Yesterday the NZ Herald produced a headline that read, “Nine in 10 Kiwi kids endure trauma by age 8 - new research.” This was subsequent to an Auckland University press release titled, “Childhood trauma the norm, but positive experiences help” which began,
“Almost all children in Aotearoa, New Zealand (87 percent) have experienced significant trauma by the time they are eight, far more than earlier thought, according to new research.”
Trauma is what I expect refugee children from war-torn countries to have experienced. Turns out though trauma can now include a child answering ‘yes’ when asked, "Do other children put you down, call you names, or tease you in a mean way?"
The researchers (funded by the taxpayer via an MSD grant) used the longitudinal Growing Up in New Zealand cohort and assessed experience of Adverse Childhood Experiences (ACEs) by age eight. Some of the experiences are serious, for example, having a parent sent to prison, but others are just part and parcel of being a child. Being shouted at by Mum for being naughty or having a Mum who believes she’s been treated unfairly because of her ethnicity.
To describe the latter two as experiencing trauma destroys the word’s meaning.
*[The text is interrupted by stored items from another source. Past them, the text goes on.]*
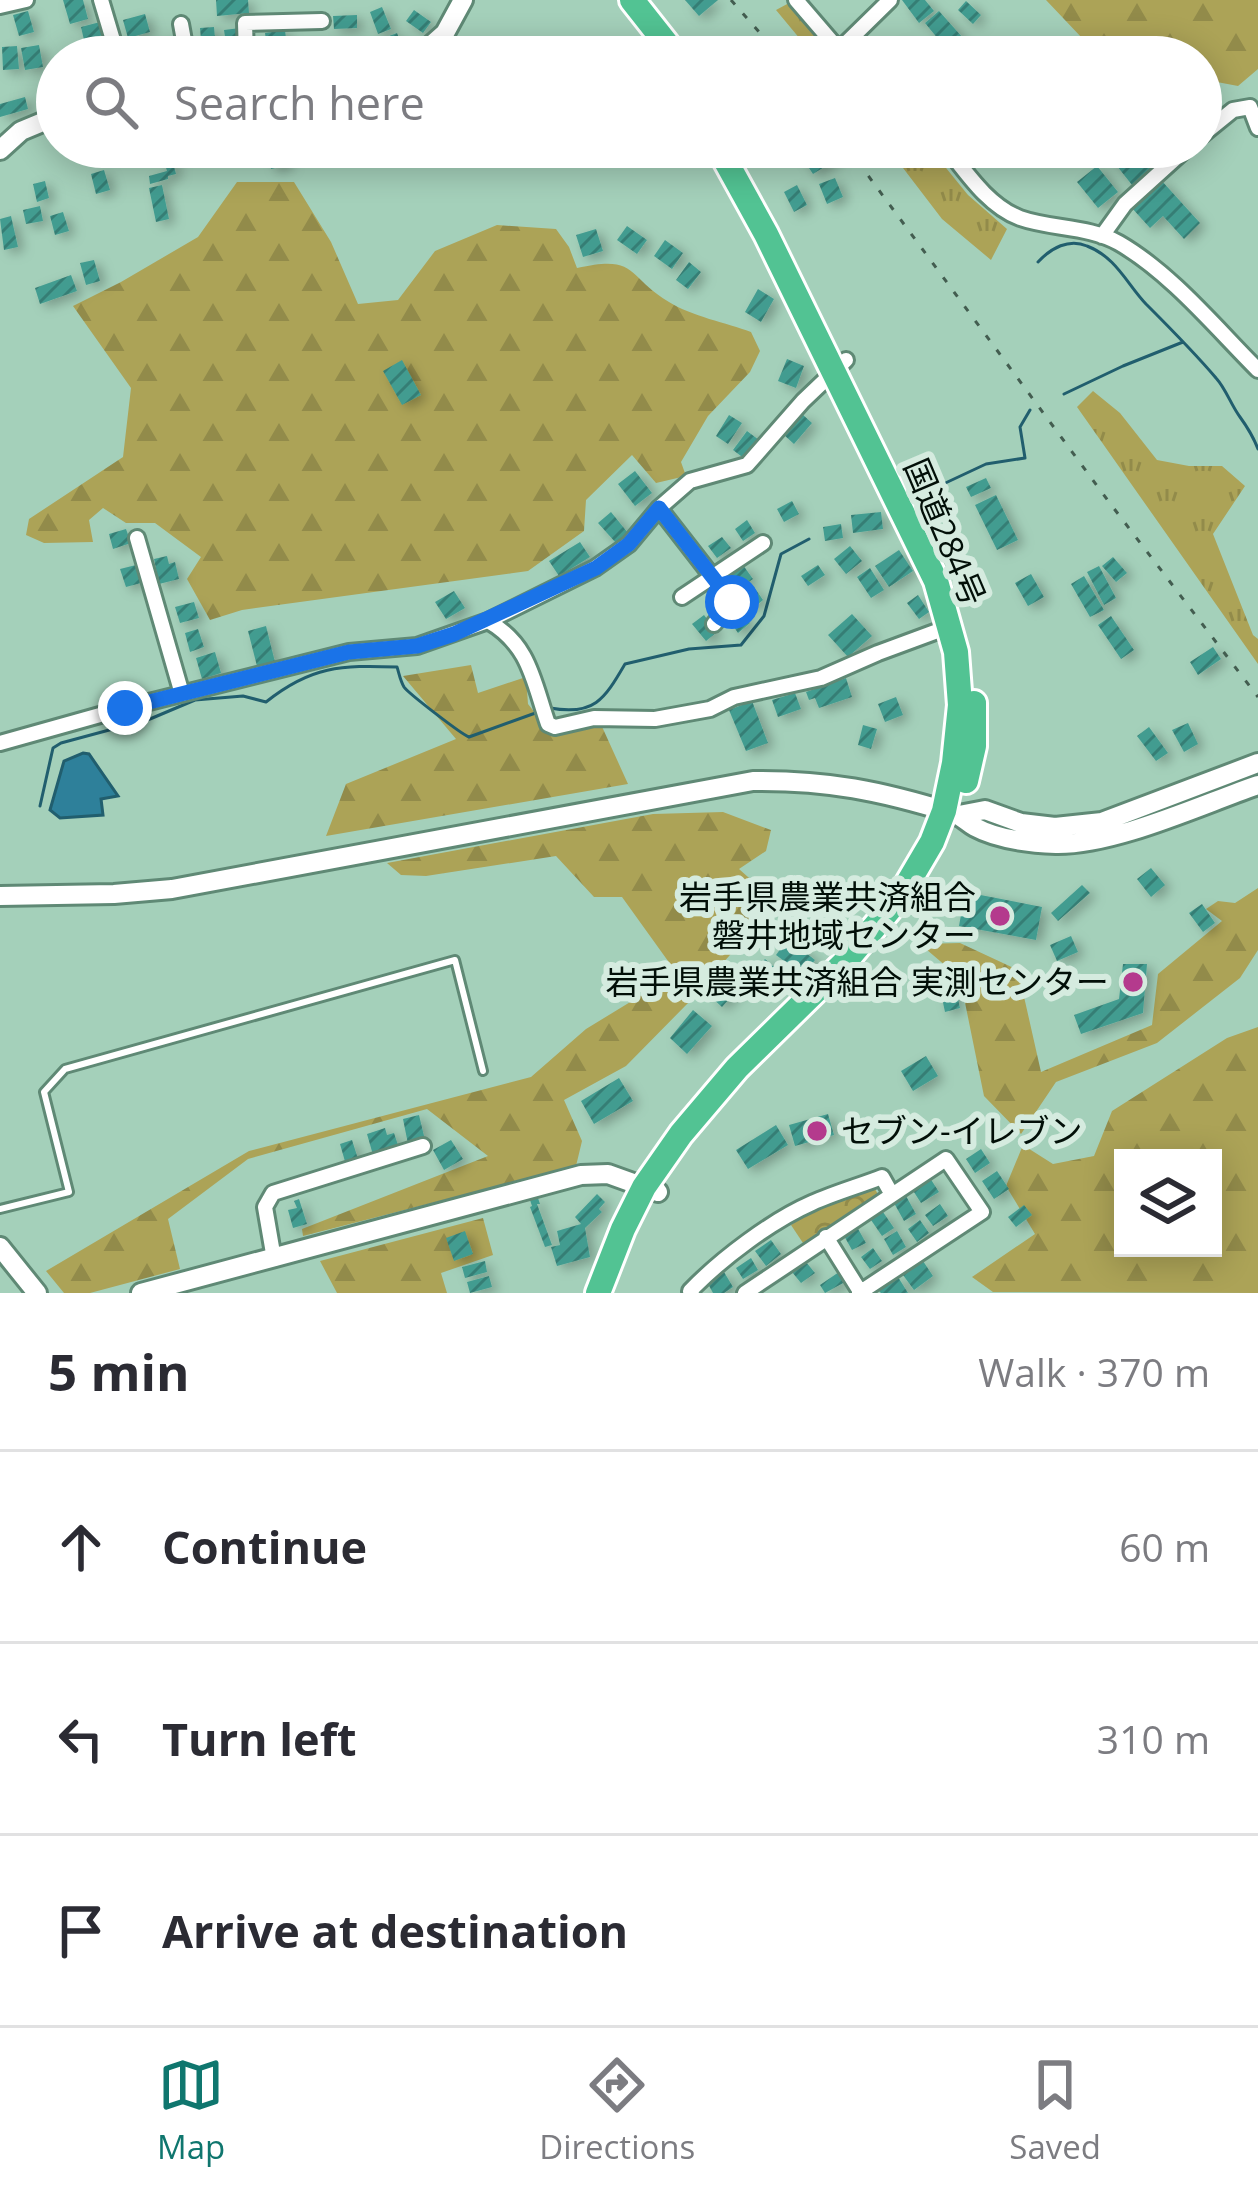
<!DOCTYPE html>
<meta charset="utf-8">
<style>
body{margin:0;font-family:"Open Sans","Noto Sans JP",sans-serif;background:#f7f7f7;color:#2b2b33}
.controls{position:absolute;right:36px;bottom:36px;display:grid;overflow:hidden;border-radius:0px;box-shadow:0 6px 30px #0003}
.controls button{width:108px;height:108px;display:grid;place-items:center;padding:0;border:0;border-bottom:3px solid #e1e1e2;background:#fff;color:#2b2b33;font:60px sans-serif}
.stop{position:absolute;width:36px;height:36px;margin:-27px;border:9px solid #1a73e8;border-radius:50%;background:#fff}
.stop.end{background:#1a73e8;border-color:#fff;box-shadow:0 3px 12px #0008}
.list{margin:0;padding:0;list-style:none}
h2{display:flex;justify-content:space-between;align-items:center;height:156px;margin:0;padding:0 48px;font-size:51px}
h2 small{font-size:39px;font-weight:400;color:#7c7c81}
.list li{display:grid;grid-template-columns:78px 1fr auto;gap:36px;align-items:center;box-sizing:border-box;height:192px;padding:0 48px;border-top:3px solid #e1e1e2}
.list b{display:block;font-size:45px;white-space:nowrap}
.list em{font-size:39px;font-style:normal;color:#7c7c81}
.icon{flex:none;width:66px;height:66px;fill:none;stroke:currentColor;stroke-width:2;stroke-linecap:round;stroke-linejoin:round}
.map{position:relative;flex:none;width:1258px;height:1293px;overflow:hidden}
.search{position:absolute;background:#fff;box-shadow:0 6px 30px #0003;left:36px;right:36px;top:36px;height:132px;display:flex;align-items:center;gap:30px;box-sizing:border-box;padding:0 42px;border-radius:66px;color:#7c7c81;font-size:45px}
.sheet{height:732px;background:#fff}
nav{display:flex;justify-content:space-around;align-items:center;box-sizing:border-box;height:168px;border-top:3px solid #e1e1e2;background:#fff;font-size:33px;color:#7c7c81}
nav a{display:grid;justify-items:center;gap:6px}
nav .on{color:#0f766e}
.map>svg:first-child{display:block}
</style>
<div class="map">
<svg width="1258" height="1293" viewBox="0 0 1258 1293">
<defs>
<pattern id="grass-tufts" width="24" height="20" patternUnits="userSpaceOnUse" patternTransform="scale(3)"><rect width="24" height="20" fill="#aca357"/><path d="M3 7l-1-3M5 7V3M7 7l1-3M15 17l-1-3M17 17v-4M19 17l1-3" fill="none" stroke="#928b4a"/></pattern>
<pattern id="forest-firs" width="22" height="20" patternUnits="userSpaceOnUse" patternTransform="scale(3)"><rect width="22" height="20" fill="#aca357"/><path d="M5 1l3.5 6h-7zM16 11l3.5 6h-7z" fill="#928b4a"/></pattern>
<pattern id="park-crowns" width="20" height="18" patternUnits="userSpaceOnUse" patternTransform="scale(3)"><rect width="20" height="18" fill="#aca357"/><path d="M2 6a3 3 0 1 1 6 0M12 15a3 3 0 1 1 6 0" fill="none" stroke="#928b4a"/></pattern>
<pattern id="building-hatch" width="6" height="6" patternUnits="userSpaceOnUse" patternTransform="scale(3)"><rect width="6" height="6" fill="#439c90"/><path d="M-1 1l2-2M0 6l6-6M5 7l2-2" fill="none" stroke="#367e74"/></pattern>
<filter id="shadow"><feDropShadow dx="6" dy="4" stdDeviation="6" flood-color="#0004"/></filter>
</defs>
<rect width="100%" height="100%" fill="#a4d0ba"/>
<path fill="url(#grass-tufts)" d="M789 3 839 57H815L776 10Z
M887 147H929L968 195 1007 229 991 260 942 219Z
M1093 391 1120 413 1157 460 1189 466H1222L1245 486 1213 534 1253 635 1258 639V664L1077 407Z"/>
<path fill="url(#forest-firs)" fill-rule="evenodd" d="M1046 0H1258V69L1238 86 1201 79V57H1100Z
M237 182H294L331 242 358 304 398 300 435 251 497 225 556 229 569 247 577 268C638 254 626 276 669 302 691 316 727 323 751 332L760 351 750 372 708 416 681 462 686 476 656 483 632 455 586 500 584 531 528 571 242 610 210 620 187 579 201 557 155 523H126L103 508 89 520 93 542 44 543 26 535 29 519 123 457 131 388 73 306 121 282 198 237Z
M471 665 478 693 526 677 528 704 550 732 599 720 628 784 326 836 346 784 456 739 403 676Z
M723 812 771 830 766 851 739 869 776 902 690 1001 626 1066 564 1100 582 1141 576 1166 303 1236 302 1229 488 1156 427 1109 248 1159 168 1219 180 1269 90 1293H64L46 1271 249 1151 531 1077 586 1029 663 982 673 968 622 897H594L556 856 426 876 401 875 387 863 653 814Z
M1258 888V950L1240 978 1157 1043 1056 1082 1021 1134 984 1096 960 978 920 944 960 943 1018 970 1041 1072 1152 1025 1158 974 1222 921 1206 909 1218 901 1235 903Z
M1258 1027V1293L993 1292 972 1277 1035 1234 1006 1186 1023 1145 1053 1164 1094 1156 1112 1111 1227 1038ZM1123 1158H1213V1248H1123Z
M483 1218 493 1255 441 1273 447 1293H337L320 1261Z"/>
<path fill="url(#park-crowns)" d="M875 1189 879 1196 805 1246 791 1225 815 1208Z"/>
<path fill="#2e809a" stroke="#215e6e" stroke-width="3" d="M83 753 89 754 118 796 101 799 103 815 60 818 50 810 64 761Z"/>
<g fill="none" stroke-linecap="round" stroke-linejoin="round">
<path stroke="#215e6e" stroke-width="3" d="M1038 262C1051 248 1069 238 1087 246 1116 257 1127 284 1146 304 1170 328 1194 352 1216 378 1226 389 1231 405 1240 417 1248 428 1253 436 1258 449
M1064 394 1123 366 1183 342
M939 486 986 464 1025 458 1020 427 1030 410
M550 708C594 716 604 700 625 664L689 649 741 645 764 616 781 554 809 539
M40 806 53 748 61 743 150 719 195 700 243 696 266 702C311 666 341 665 397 667 399 673 400 680 404 687 408 693 461 734 469 737L541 711"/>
</g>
<path fill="url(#building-hatch)" filter="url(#shadow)" d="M63 0H83L88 19 70 24Z
M216 0H248L249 13 217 16Z
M685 0H718L699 16Z
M902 0H925L934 11 919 23Z
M966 1 981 15 973 24 958 10Z
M382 7 391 29 378 34 370 12Z
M414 10 431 22 423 33 406 21Z
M28 11 34 32 19 36 13 15Z
M939 11 963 38 948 51 925 23Z
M145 14 150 32 128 38 123 20Z
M357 15V28L334 29 333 16Z
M100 22 103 35 84 40 81 27Z
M214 27 216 50 202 51 200 28Z
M240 28 242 50 227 51 224 30Z
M285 30 287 47 267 49 265 33Z
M397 33 402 45 381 54 376 41Z
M175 37 177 49 158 53 155 41Z
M105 39 109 57H87L84 44Z
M904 39 914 57H896L890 47Z
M39 45 43 67 25 70 21 48Z
M17 46 19 69 3 70 2 47Z
M25 97 28 109 0 117V104Z
M267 147H285L288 165 271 169Z
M795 147H829L837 159 813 174Z
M1102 147H1144L1158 165 1132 185Z
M171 155 176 174 168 176V179L150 184 149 176 167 171 163 158Z
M1097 166 1118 192 1098 208 1077 182Z
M104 170 110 190 96 194 91 174Z
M835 178 843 197 827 204 819 184Z
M1161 180 1200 223 1184 239 1163 216 1150 228 1131 207Z
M45 181 49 198 37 202 33 184Z
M162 185 169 219 156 222 149 188Z
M797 185 807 205 794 212 784 192Z
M40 206 43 221 26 224 23 210Z
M63 212 69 231 55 235 50 216Z
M11 216 18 247 4 250 0 219Z
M627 226 647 240 637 254 617 240Z
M596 229 603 251 583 257 576 235Z
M665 240 683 253 672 269 654 256Z
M94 260 100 281 86 285 80 263Z
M689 262 701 272 688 289 676 280Z
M71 275 77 291 40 304 35 288Z
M758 289 774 299 761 322 745 312Z
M787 359 804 366 796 388 778 381Z
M402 360 421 395 402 405 383 371Z
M802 414 812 423 794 444 784 435Z
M729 415 742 423 728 444 716 436Z
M747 431 759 440 745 459 733 450Z
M635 471 652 493 635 506 618 484Z
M986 478 991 488 971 497 966 487Z
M996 495 1018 540 997 550 975 505Z
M792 501 799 514 784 522 777 509Z
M611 512 628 533 616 543 598 523Z
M881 512 883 529 853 533 851 515Z
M747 520 755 533 743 541 735 529Z
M841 524 843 538 825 541 823 527Z
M126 529 131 543 113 549 109 534Z
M722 537 731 548 717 558 708 546Z
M580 542 590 557 559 576 549 561Z
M850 546 862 561 846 574 834 559Z
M899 550 913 571 889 587 875 566Z
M167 556 169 564 175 562 179 579 159 584 154 559Z
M1113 557 1127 573 1116 582 1102 566Z
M136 565 141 583 126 587 120 569Z
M743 565 753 579 739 589 729 575Z
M818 565 825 575 808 586 801 576Z
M1099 566 1116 598 1104 605 1087 572Z
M870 568 884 590 871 598 857 577Z
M1031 574 1044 597 1028 606 1015 583Z
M1084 576 1104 610 1090 617 1071 584Z
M754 587 763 600 752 609 742 596Z
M454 591 465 608 446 619 435 602Z
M918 595 929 612 919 619 907 603Z
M194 602 199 618 180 623 175 607Z
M738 608 750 623 738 633 727 617Z
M852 614 872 636 848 657 828 635Z
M704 615 717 632 706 641 692 624Z
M1111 616 1134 650 1121 659 1098 625Z
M266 626 276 666 258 670 248 631Z
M198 629 204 647 190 652 185 633Z
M1213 647 1221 659 1198 675 1190 662Z
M215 652 221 673 202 679 196 658Z
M846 678 852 697 819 708 815 698 809 700 806 692Z
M795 693 801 709 778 717 772 700Z
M896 697 903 715 885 722 878 704Z
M752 701 768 743 746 751 729 710Z
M1188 723 1198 744 1184 752 1172 730Z
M863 725 877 729 871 749 858 745Z
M1149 727 1168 753 1156 761 1137 736Z
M1151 868 1165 885 1151 897 1137 879Z
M1082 885 1090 893 1058 921 1051 913Z
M965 892 1042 907 1036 940 959 926Z
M1202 904 1215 923 1203 932 1189 913Z
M1071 936 1078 952 1057 961 1050 945Z
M788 939 815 960 803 975 776 955Z
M765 959 776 969 760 987 749 978Z
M1123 964H1147L1143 1013 1081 1034 1074 1015 1119 999Z
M738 968 749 977 722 1007 711 997Z
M954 980 960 1008 945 1012 939 984Z
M693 1010 712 1026 687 1054 670 1038Z
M926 1056 938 1076 913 1091 901 1071Z
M619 1078 633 1101 594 1124 581 1101Z
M828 1114 834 1135 795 1146 789 1125Z
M419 1115 425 1140 408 1144 403 1119Z
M776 1125 788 1145 748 1169 736 1150Z
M385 1128 387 1135 394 1133 399 1148 373 1155 367 1134Z
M352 1140 359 1162 346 1165 340 1144Z
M451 1140 463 1159 444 1170 433 1150Z
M981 1149 990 1163 975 1173 966 1159Z
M997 1171 1009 1189 994 1199 982 1181Z
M930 1178 939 1192 921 1203 912 1189Z
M597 1194 605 1202 599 1209 602 1212 585 1228 590 1257 557 1266 551 1247 560 1245 557 1231 581 1224 575 1217Z
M906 1196 916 1214 904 1221 894 1203Z
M538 1198 540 1204H537L552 1245 545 1247 530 1207 532 1206 530 1200Z
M299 1199 307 1224 293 1228 288 1210 297 1208 294 1201Z
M940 1204 948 1216 933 1226 925 1215Z
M1024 1205 1032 1215 1016 1227 1008 1217Z
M883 1212 894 1228 882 1236 871 1220Z
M920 1220 929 1233 917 1242 908 1229Z
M857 1227 866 1243 852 1250 843 1234Z
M465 1231 473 1254 454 1261 446 1238Z
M897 1231 906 1247 893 1255 884 1239Z
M771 1240 781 1254 766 1266 755 1251Z
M873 1248 882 1261 870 1269 861 1257Z
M751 1258 758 1270 743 1279 736 1268Z
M485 1261 487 1272 465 1278 462 1267Z
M923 1261 933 1276 914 1290 903 1275Z
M806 1262 815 1273 801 1283 792 1272Z
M724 1272 733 1287 724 1293H713L707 1282Z
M839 1272 845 1282 825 1293 820 1285Z
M489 1276 492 1287 470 1293 467 1282Z
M898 1277 908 1293H881L878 1290Z"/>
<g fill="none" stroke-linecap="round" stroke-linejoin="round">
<defs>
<path id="lane" d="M0 1209 69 1192 44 1092 65 1069 455 960 483 1071"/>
<path id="street" d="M101 0 118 57
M796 0 839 50 852 57
M0 6 26 0
M181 24 187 57
M839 50 890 0
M246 57 245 23 322 21
M1201 136 1233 110 1250 107 1258 128
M946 147C966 172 988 206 1020 218 1051 229 1089 226 1119 243 1171 273 1216 328 1258 370
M1102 236 1125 204 1188 147
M659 508 732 602 714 624
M137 538 182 694
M682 597 763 543
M488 621C530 645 533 681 548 724L555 727 594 718 655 719 710 709 734 697 821 678 878 653 951 626
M0 743 125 708 349 652 417 646 488 621 595 568 629 544 659 508 690 481 747 465 803 401 846 360
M826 1237 861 1293
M274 1259 265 1207 273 1193 423 1146
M692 1293 690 1291C721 1259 771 1221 812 1203 834 1193 859 1186 882 1177L891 1193
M745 1293 946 1159 982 1212 859 1293"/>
<path id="secondary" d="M418 57 445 33 463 0
M0 150 21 131 57 116
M959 815 985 810 1021 823 1055 827 1102 822 1258 763
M0 896 114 894 172 889 753 781C827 780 881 791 952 813 962 816 966 822 975 827 997 839 1031 843 1056 844 1115 845 1200 805 1258 785
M0 1247 37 1293
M141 1293 581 1175 608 1174 658 1192"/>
<path id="highway" d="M632 0 677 57
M966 781 974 746V703
M598 1293 623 1229 644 1187 681 1134 737 1068 844 963 899 898 932 842 944 811 954 763 960 705 956 652 936 581 766 234 718 147"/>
</defs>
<use href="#lane" stroke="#5f8975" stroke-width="12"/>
<use href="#street" stroke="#5f8975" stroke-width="20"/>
<use href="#secondary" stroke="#5f8975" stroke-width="24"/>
<use href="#highway" stroke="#fff" stroke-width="30"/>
<use href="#lane" stroke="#fff" stroke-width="6"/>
<use href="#street" stroke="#fff" stroke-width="14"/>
<use href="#secondary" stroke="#fff" stroke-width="18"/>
<use href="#highway" stroke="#52c393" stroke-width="24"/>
<path stroke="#435d50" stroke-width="3" stroke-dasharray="6 12" stroke-linecap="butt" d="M731 0 781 57
M847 147 1109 502 1258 697"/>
</g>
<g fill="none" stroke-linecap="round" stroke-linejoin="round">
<path stroke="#1a73e8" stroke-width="15" d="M125 708 349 652 417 646 454 634 596 568 629 544 659 508 732 602"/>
</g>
<g fill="#b43a8d" stroke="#d5ebdf" stroke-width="4.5">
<circle cx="1000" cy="916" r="12"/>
<circle cx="1133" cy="982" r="12"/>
<circle cx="817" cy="1131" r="12"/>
</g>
<g text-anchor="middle" stroke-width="12" stroke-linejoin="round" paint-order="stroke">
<g font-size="33" fill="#020f08" stroke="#d5ebdf">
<text transform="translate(945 532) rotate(67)" y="12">国道284号</text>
</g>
<g font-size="33" fill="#020f08" stroke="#d5ebdf" text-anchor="end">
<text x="976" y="909">岩手県農業共済組合<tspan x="976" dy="38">磐井地域センター</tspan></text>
<text x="1109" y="994">岩手県農業共済組合 実測センター</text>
<text x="841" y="1143" text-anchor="start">セブン-イレブン</text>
</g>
</g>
</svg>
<div class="controls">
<button><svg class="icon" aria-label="layers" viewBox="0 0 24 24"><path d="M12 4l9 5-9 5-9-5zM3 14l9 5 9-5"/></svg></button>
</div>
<div class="stop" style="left:732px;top:602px"></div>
<div class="stop end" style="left:125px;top:708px"></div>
<div class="search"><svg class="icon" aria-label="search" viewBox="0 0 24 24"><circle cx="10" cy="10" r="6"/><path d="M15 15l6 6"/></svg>Search here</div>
</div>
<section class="sheet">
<h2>5 min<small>Walk · 370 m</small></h2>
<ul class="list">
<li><svg class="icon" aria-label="ahead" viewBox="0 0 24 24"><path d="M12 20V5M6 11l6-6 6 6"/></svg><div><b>Continue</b></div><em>60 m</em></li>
<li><svg class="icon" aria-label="left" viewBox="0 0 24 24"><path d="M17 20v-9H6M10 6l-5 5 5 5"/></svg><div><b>Turn left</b></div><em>310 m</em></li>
<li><svg class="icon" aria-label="arrive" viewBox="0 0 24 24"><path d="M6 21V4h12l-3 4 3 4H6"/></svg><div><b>Arrive at destination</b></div></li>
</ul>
</section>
<nav>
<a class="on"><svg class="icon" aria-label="map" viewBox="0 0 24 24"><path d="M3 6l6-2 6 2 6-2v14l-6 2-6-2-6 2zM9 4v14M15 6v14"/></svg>Map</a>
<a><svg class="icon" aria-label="directions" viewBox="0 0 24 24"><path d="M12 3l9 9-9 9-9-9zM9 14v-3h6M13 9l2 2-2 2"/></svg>Directions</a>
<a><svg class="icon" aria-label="saved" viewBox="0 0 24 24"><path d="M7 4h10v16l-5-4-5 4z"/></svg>Saved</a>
</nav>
NewstalkZB host Tim Beveridge interviewed the lead researcher and was justifiably skeptical. He later observed that academics risk losing the public when they over-dramatise their press releases; that the public may switch off at that point and miss any important findings which may follow.
What bothers me even more is the bastardization of a rich language abundantly capable of intricate and nuanced description. It has happened with many words beyond trauma. For instance, words like ‘assault’ and ‘violate’ get regularly employed in totally overblown and inappropriate ways. Guilty parties risk being accused of ‘crying wolf’ – a timeless adage that describes how repeated exaggeration will only result in them being ignored or worse, laughed at.
When it comes to children, New Zealand has enough real problems without manufactured crises.
Money spent on more of this melodrama is money misdirected.